The task:
An exact transcription of the lines below, from the first through the one containing "Input: one rendered", is the only output wanted.

[Stored data]

•••••

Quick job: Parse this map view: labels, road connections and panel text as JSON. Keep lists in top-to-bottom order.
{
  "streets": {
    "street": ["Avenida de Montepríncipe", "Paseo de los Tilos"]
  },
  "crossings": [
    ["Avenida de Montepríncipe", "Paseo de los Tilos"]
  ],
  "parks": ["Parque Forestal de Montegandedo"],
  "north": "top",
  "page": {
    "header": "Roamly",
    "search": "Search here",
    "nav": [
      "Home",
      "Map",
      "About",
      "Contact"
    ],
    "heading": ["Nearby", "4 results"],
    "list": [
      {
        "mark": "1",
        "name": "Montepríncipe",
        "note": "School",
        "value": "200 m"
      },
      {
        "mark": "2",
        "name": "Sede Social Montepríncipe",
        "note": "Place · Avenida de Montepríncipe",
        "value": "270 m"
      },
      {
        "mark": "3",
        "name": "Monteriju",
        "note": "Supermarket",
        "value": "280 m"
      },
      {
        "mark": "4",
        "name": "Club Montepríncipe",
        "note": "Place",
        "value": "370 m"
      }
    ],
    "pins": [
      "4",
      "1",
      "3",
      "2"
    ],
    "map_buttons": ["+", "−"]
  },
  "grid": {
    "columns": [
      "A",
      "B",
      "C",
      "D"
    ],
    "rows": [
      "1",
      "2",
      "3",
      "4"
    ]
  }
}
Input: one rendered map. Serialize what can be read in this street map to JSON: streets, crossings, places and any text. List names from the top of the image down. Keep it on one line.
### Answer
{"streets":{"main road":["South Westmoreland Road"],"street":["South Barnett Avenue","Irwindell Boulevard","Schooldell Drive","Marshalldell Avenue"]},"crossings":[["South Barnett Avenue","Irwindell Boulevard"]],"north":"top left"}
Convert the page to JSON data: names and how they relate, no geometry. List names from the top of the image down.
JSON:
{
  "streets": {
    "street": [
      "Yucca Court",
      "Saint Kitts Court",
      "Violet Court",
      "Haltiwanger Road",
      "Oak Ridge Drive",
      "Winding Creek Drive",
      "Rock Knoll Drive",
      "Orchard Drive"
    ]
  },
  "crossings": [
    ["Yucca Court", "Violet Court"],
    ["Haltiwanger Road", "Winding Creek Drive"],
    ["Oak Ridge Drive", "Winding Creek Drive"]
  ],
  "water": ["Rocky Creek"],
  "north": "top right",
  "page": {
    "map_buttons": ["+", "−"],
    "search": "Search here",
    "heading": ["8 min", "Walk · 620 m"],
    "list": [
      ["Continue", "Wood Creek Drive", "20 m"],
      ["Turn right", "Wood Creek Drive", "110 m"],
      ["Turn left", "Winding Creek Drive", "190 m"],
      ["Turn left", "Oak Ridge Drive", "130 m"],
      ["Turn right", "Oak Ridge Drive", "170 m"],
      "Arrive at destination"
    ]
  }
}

•••••

Answer to this task:
Quick job: Parse this map view: labels, road connections and panel text as JSON. Keep lists in top-to-bottom order.
{
  "streets": {
    "street": ["Avenida de Montepríncipe", "Paseo de los Tilos"]
  },
  "crossings": [
    ["Avenida de Montepríncipe", "Paseo de los Tilos"]
  ],
  "parks": ["Parque Forestal de Montegandedo"],
  "north": "top",
  "page": {
    "header": "Roamly",
    "search": "Search here",
    "nav": [
      "Home",
      "Map",
      "About",
      "Contact"
    ],
    "heading": ["Nearby", "4 results"],
    "list": [
      {
        "mark": "1",
        "name": "Montepríncipe",
        "note": "School",
        "value": "200 m"
      },
      {
        "mark": "2",
        "name": "Sede Social Montepríncipe",
        "note": "Place · Avenida de Montepríncipe",
        "value": "270 m"
      },
      {
        "mark": "3",
        "name": "Monteriju",
        "note": "Supermarket",
        "value": "280 m"
      },
      {
        "mark": "4",
        "name": "Club Montepríncipe",
        "note": "Place",
        "value": "370 m"
      }
    ],
    "pins": [
      "4",
      "1",
      "3",
      "2"
    ],
    "map_buttons": ["+", "−"]
  },
  "grid": {
    "columns": [
      "A",
      "B",
      "C",
      "D"
    ],
    "rows": [
      "1",
      "2",
      "3",
      "4"
    ]
  }
}
Input: one rendered map. Serialize what can be read in this street map to JSON: streets, crossings, places and any text. List names from the top of the image down. Keep it on one line.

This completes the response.